ECLI:NL:PHR:2013:BZ2864
Parket bij de Hoge Raad
- Rechtspraak.nl
Compensatie bij langdurige vertraging van vluchten op basis van Verordening (EG) Nr. 261/2004
In deze zaak, die betrekking heeft op het recht op compensatie bij langdurige vertraging van een vlucht, wordt een aanvullende conclusie gepresenteerd na een eerdere aanhouding van de procedure door de Hoge Raad in afwachting van een uitspraak van het Hof van Justitie van de Europese Unie (HvJEU). De zaak betreft Martinair Holland N.V. en is van belang voor passagiers die te maken hebben met vertragingen van drie uur of meer, zoals geregeld in de Verordening (EG) Nr. 261/2004. De Hoge Raad had eerder op 15 juni 2012 besloten de procedure aan te houden totdat het HvJEU uitspraak zou doen in de gevoegde zaken C-581/10 (Nelson) en C-629/10 (TUI Travel).

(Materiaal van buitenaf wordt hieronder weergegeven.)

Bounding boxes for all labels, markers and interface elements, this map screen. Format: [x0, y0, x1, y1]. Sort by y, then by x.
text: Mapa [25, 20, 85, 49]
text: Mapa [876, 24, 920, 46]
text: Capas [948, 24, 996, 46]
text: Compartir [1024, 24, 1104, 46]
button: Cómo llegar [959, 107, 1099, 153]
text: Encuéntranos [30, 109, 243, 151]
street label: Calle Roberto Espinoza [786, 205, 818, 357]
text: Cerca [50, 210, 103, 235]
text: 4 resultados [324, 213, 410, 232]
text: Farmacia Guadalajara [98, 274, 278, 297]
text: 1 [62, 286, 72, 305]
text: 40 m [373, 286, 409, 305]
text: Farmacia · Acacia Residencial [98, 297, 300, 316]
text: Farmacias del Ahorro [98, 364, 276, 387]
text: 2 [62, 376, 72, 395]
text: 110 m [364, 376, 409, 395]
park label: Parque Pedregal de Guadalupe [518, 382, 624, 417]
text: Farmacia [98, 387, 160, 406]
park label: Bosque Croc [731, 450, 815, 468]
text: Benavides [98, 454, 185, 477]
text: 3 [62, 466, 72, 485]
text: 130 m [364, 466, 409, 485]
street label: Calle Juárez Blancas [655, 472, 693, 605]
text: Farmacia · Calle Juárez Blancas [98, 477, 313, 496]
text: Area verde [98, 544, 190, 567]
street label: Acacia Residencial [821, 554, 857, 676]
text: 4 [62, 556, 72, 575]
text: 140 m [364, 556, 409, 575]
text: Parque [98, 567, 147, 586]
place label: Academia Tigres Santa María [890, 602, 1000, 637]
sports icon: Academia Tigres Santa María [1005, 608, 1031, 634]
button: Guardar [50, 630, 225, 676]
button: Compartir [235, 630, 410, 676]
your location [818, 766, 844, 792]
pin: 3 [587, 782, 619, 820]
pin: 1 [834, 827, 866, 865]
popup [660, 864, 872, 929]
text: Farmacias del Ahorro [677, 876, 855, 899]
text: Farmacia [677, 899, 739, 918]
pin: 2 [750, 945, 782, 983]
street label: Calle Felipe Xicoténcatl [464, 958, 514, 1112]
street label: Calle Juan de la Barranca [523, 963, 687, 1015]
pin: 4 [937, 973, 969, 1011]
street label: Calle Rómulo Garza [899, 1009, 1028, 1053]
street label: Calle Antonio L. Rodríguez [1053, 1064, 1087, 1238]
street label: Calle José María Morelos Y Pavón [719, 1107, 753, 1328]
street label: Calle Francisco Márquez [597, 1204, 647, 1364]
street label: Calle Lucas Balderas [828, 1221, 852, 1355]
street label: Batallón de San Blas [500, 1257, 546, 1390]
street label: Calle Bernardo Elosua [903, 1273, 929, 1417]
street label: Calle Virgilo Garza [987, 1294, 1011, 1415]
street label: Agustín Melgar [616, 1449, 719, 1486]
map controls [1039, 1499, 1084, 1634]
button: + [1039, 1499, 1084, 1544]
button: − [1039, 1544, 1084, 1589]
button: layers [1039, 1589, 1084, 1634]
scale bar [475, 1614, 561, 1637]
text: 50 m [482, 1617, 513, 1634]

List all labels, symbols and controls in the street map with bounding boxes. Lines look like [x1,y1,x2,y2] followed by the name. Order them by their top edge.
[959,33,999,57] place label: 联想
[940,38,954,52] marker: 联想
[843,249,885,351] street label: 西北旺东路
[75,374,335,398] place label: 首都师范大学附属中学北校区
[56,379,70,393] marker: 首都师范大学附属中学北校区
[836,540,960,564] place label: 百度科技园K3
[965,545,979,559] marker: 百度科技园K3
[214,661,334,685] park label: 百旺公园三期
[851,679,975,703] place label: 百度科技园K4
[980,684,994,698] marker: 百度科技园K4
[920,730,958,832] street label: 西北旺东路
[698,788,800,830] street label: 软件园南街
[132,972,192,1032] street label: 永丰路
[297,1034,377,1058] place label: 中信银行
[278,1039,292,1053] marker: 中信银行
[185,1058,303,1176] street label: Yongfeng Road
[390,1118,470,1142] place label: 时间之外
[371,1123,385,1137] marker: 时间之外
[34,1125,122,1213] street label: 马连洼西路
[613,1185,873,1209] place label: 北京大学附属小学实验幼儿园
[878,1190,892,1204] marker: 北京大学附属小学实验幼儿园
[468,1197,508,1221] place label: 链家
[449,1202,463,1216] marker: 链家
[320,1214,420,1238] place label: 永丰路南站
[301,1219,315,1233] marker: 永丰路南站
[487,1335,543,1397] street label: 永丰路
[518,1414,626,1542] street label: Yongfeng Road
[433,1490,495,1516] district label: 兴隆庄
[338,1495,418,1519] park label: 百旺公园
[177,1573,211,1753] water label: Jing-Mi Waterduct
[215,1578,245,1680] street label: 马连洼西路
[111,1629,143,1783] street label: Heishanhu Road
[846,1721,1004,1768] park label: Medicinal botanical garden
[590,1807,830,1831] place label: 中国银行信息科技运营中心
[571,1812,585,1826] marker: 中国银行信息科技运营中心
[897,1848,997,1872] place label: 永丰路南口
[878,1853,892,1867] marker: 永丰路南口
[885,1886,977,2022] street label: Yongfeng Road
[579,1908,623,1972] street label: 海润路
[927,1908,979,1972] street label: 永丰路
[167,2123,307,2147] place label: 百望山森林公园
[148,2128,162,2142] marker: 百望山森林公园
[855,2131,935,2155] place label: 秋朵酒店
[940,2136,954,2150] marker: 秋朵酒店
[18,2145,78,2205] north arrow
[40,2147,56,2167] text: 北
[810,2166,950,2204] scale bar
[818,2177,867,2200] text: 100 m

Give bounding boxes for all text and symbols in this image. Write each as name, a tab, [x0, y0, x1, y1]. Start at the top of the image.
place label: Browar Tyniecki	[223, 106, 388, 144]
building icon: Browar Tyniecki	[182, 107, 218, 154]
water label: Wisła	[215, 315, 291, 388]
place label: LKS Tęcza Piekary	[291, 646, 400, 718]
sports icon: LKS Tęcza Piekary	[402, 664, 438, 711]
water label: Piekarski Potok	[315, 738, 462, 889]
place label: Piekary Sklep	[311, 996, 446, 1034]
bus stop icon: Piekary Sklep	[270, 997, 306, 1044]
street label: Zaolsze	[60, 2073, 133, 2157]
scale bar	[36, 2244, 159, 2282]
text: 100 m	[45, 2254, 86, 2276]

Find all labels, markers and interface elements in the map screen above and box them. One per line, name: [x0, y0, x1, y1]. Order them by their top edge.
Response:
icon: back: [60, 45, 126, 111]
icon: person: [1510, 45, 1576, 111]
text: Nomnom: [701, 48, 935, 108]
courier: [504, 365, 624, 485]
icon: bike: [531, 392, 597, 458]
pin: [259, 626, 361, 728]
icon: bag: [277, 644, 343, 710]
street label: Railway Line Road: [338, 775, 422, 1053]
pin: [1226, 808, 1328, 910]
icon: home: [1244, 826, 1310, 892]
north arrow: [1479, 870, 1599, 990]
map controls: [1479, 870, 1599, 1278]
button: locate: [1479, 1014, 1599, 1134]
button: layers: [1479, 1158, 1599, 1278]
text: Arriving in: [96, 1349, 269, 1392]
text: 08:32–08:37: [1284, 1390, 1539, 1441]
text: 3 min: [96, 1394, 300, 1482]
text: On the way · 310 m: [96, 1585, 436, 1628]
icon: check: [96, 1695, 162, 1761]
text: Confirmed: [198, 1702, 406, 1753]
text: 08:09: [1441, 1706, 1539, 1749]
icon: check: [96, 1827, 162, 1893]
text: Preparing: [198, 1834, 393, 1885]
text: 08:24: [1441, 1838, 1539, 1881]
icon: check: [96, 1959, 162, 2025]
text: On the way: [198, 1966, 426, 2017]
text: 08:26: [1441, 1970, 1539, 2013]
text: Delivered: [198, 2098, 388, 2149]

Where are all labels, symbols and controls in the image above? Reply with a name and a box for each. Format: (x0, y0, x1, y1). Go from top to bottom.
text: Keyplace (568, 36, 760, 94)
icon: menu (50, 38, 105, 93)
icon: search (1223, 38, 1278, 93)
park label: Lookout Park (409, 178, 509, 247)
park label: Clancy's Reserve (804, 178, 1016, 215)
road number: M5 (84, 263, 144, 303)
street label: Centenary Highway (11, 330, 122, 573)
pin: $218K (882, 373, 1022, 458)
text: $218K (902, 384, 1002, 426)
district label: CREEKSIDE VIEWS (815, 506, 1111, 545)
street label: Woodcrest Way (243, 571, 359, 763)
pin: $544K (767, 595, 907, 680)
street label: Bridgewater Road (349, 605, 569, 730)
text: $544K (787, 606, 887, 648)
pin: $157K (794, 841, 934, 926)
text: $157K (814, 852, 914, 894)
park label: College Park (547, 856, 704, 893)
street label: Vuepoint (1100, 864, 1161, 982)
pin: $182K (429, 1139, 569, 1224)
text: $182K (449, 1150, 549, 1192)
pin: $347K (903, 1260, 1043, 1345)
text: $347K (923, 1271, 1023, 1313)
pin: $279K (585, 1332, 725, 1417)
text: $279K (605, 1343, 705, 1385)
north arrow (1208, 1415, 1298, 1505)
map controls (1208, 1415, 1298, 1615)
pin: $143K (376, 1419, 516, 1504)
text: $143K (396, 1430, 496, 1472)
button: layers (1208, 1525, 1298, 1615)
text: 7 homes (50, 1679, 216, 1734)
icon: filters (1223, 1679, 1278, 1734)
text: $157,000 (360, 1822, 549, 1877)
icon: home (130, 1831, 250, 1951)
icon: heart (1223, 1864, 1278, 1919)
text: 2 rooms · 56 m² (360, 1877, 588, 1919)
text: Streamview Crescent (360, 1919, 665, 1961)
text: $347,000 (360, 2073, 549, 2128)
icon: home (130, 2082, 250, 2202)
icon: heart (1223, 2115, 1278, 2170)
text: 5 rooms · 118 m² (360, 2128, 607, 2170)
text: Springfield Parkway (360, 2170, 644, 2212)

De relevante feiten en het procesverloop zijn eerder uiteengezet in een conclusie van 11 mei 2012, waarin werd geconcludeerd tot verwerping van het cassatieberoep. De Hoge Raad oordeelde dat de bijzondere omstandigheden van deze zaak rechtvaardigen dat de uitspraak wordt aangehouden. Na de prejudiciële beslissing van het HvJEU op 23 oktober 2012, waarin werd bevestigd dat passagiers recht hebben op compensatie bij langdurige vertraging, is de advocaat van Martinair niet verder gegaan met schriftelijke toelichting.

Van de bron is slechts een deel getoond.